The threats have not slowed the Pentagon’s use of commercial space technology, which continues to evolve rapidly.

“The bulk of innovation in space is coming from the commercial sector, not the government, and that is a huge shift from previous decades,” said Brain Weeden, the director of program planning at the Secure World Foundation, a think tank. “The big challenge is, how does the U.S. military take advantage of that? It’s a very different way of doing business.”

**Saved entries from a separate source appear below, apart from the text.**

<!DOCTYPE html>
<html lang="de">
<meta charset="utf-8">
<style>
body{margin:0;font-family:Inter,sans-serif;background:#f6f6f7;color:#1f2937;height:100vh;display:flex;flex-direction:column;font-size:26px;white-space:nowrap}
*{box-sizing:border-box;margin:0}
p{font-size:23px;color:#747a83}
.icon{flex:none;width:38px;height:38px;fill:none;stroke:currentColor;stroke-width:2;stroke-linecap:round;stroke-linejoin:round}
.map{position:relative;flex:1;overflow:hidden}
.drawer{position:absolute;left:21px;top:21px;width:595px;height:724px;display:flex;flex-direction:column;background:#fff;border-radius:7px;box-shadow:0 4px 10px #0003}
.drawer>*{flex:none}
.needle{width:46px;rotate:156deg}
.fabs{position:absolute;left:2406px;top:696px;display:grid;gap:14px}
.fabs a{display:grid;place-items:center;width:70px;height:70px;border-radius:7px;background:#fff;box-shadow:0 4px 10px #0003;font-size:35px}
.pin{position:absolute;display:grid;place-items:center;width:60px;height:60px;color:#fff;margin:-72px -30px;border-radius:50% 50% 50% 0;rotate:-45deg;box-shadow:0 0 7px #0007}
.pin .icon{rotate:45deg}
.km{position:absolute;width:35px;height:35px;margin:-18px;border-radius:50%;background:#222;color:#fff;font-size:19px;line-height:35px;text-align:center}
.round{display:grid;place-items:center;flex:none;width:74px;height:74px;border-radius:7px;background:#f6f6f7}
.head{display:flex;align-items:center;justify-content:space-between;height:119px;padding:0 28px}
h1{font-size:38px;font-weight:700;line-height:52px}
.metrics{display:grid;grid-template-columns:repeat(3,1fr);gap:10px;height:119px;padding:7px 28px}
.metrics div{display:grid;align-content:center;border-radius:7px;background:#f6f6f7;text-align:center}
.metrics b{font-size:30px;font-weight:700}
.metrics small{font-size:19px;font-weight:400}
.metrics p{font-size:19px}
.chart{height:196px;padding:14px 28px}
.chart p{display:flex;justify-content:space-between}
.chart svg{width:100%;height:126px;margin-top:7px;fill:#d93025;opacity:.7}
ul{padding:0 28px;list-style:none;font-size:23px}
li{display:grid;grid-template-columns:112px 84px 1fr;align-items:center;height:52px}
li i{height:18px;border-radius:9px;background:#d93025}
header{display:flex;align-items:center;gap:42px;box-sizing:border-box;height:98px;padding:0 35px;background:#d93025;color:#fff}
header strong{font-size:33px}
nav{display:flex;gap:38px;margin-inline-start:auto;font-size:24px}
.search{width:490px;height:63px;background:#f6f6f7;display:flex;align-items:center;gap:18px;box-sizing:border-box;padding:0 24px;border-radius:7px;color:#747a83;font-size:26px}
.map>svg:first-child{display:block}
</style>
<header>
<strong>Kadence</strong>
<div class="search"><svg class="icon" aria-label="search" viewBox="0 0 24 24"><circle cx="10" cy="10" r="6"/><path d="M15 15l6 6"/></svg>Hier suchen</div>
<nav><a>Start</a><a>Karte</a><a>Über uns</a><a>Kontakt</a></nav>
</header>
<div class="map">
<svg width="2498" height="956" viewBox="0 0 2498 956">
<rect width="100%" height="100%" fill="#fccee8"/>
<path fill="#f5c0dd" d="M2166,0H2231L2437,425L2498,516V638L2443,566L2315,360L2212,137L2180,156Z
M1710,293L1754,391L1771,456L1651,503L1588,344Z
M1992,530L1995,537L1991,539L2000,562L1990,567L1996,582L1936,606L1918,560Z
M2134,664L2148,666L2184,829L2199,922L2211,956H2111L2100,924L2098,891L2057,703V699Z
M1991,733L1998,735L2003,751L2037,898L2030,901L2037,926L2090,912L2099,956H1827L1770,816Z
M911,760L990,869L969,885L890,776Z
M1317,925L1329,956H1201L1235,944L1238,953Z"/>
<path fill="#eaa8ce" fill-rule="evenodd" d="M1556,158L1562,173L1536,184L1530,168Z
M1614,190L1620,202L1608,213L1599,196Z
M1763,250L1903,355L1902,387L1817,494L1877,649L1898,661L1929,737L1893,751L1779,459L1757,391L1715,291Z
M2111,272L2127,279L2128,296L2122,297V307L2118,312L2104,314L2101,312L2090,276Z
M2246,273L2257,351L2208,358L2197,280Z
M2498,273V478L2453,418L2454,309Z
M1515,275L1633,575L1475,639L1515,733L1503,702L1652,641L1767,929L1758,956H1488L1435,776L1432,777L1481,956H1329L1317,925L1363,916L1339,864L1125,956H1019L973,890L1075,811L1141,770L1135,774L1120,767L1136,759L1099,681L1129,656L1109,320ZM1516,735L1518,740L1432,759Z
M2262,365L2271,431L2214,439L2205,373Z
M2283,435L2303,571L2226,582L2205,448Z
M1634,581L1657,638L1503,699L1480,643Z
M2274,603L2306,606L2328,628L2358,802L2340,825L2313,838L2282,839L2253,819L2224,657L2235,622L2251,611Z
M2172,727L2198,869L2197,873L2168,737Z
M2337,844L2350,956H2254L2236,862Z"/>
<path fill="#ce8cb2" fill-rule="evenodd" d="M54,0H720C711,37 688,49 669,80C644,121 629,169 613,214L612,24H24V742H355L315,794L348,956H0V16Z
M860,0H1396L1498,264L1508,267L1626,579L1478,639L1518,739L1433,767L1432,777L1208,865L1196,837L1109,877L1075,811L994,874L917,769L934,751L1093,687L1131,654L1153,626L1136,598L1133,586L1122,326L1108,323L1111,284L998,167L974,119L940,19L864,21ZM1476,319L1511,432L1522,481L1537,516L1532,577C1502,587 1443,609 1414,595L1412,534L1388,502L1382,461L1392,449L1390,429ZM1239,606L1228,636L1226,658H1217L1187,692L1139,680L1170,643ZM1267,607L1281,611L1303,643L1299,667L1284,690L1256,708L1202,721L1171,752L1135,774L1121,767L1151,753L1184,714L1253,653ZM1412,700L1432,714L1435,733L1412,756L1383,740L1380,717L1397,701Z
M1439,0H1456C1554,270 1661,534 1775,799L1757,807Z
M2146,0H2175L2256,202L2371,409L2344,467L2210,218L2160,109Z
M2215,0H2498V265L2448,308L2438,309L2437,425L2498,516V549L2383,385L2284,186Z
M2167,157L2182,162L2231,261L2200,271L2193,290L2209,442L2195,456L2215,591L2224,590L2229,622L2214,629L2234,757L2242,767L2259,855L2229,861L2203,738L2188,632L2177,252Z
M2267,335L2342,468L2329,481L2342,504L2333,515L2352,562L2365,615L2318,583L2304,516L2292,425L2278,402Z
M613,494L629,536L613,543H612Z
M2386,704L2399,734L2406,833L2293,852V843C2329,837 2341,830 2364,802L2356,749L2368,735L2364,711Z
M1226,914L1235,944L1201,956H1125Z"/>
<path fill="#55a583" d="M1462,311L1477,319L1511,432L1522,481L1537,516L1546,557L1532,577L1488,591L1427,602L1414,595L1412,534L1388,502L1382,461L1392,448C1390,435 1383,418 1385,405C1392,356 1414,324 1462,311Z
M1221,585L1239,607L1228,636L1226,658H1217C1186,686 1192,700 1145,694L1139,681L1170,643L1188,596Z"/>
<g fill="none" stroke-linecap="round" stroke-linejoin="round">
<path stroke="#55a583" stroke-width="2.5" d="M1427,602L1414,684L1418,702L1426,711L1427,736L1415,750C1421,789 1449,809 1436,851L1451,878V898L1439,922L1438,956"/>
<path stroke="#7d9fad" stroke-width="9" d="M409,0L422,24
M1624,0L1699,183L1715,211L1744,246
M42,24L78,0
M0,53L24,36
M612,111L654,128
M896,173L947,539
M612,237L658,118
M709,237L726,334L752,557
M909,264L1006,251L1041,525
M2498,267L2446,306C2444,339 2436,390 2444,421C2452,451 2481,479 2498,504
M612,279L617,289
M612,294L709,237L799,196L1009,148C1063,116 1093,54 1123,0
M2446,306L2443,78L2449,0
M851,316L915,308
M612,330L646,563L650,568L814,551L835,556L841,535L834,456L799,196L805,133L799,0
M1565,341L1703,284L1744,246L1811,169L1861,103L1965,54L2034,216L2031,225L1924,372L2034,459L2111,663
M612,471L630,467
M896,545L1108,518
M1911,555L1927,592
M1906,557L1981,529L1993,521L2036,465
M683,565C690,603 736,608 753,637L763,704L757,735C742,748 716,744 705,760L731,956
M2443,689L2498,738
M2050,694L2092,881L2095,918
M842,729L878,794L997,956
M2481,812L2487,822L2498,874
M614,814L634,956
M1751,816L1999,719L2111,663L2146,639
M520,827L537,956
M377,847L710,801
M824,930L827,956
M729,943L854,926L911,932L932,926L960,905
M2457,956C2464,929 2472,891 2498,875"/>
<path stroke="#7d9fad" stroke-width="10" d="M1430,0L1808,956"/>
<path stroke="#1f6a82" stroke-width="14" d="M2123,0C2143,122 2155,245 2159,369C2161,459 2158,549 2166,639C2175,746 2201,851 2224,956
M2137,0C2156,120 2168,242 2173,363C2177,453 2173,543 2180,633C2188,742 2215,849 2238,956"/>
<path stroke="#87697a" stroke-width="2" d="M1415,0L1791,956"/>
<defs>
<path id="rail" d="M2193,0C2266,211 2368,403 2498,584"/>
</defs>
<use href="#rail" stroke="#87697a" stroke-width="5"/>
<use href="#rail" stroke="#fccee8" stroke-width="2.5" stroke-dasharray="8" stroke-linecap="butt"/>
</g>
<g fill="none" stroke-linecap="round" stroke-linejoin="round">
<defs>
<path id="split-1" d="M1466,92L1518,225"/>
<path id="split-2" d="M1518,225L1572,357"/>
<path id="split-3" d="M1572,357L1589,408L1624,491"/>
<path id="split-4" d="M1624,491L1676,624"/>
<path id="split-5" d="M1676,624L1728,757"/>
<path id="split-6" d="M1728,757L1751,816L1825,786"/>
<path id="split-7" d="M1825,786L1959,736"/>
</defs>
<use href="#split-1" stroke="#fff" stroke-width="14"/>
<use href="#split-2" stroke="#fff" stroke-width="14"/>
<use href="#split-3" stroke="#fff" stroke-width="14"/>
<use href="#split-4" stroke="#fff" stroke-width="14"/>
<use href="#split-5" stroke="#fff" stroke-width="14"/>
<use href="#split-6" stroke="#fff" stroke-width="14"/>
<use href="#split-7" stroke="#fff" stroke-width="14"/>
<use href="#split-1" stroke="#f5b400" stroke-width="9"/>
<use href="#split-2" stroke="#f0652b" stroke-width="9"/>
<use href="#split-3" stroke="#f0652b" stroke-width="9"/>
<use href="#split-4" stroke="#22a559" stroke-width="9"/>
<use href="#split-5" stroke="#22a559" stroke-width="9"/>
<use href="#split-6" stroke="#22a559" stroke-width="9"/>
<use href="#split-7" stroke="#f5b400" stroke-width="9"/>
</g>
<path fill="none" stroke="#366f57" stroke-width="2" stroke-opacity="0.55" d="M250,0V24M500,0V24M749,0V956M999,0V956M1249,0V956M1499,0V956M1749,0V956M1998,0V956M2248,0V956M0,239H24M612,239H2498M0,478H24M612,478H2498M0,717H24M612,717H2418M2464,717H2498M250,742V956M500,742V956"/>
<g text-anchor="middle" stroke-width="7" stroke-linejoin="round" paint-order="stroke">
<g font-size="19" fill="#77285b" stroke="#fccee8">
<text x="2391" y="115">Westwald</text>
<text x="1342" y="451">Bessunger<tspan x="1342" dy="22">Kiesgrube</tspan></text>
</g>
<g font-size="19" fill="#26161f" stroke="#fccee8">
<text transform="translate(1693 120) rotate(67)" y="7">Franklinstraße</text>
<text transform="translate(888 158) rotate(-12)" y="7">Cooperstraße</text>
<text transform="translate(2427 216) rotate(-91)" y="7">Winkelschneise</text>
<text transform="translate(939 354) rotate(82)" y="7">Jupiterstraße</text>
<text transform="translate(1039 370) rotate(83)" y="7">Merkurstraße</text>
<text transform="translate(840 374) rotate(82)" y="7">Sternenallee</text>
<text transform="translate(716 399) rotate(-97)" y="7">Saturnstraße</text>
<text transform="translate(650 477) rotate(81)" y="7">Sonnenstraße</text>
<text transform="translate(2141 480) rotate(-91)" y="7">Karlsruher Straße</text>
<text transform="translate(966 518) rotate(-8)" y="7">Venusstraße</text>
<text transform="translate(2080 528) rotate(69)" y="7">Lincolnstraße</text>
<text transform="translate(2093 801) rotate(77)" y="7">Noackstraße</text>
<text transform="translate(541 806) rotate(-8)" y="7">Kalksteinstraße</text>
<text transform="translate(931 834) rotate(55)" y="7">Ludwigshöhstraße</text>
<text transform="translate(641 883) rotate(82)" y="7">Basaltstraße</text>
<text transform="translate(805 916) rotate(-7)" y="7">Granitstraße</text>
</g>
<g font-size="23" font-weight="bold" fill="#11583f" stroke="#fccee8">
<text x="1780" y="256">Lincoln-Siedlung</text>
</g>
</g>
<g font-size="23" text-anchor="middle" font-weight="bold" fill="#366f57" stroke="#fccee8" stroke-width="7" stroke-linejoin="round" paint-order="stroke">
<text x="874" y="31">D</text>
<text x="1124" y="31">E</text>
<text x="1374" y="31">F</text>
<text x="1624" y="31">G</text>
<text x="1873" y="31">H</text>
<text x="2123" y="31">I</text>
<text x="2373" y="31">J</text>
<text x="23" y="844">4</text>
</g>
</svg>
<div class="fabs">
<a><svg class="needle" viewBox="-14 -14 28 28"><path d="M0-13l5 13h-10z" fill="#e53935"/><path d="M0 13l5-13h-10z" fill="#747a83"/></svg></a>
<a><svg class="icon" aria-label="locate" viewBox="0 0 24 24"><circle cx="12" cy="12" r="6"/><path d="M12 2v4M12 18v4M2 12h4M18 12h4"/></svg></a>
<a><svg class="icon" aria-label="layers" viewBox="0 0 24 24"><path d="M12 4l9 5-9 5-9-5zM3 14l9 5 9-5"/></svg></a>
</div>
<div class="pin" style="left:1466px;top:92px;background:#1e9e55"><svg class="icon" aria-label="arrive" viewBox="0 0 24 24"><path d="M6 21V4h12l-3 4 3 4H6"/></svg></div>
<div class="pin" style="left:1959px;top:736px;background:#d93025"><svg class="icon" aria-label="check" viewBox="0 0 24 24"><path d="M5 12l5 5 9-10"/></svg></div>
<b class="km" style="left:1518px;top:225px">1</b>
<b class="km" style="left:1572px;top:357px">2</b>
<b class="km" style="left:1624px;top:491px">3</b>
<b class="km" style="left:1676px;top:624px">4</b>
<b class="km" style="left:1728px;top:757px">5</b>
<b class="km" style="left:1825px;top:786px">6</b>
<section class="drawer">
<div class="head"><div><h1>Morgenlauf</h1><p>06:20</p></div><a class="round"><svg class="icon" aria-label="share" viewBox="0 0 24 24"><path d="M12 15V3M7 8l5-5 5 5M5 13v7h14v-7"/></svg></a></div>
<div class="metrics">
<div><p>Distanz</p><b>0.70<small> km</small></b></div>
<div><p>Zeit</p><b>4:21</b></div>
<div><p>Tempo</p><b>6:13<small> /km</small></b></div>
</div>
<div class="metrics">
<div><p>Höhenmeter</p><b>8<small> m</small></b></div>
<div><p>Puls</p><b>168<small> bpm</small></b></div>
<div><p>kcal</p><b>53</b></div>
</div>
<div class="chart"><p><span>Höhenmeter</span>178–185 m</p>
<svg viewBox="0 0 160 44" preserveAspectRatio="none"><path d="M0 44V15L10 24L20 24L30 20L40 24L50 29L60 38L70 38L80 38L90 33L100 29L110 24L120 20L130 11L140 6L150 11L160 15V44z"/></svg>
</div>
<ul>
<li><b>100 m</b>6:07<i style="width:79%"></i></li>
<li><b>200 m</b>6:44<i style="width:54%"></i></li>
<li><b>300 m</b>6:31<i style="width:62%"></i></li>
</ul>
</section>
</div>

Ukraine and its Western allies have relied on a number of commercial companies from the United States, including Planet and Maxar Technologies, which have provided real-time satellite imagery of the battlefield, and SpaceX, which operates the Starlink satellite constellation that has provided internet access, keeping Ukraine online despite Russian attacks on terrestrial communications systems.

The Pentagon is not just looking for big rockets to launch large, exquisite satellites. It has shown extraordinary interest in small rockets, designed to take off frequently and with short notice, allowing for a quick response to situations on the ground.

The Pentagon and U.S. intelligence agencies have taken a keen interest in Virgin Orbit, the small launch company founded by Richard Branson. Instead of launching its rockets from a vertical launch pad on the ground, the company tucks its boosters under the wing of a 747 airplane that carries it aloft. It then drops the rocket, which fires its engines and flies off to space. That allows the company to launch from any runway that can accommodate a plane the size of a 747.

Russia is adept at disrupting satellites, and has repeatedly tried to jam the Starlink system, though it has remained online, U.S. officials have said. Last year, Russia fired a missile that destroyed a dead satellite in a test that demonstrated its ability to target sensitive spacecraft.

That is why the Pentagon increasingly is relying on constellations of small satellites. Knock one or two out and there are dozens more to pick up the slack. And since they are relatively inexpensive, more can take their place.

An embrace of that technology was also noted in the Pentagon’s National Defense Strategy document: “In the space domain, the Department will reduce adversary incentives for early attack by fielding diverse, resilient, and redundant satellite constellations.”

Swarms of satellites make it simply more difficult to target them, as Derek Tournear, director of the U.S. Space Force’s Space Development Agency said earlier this week, according to SpaceNews: “How many Starlink satellites have the Russians shot down?” The answer, he said, was “zero.”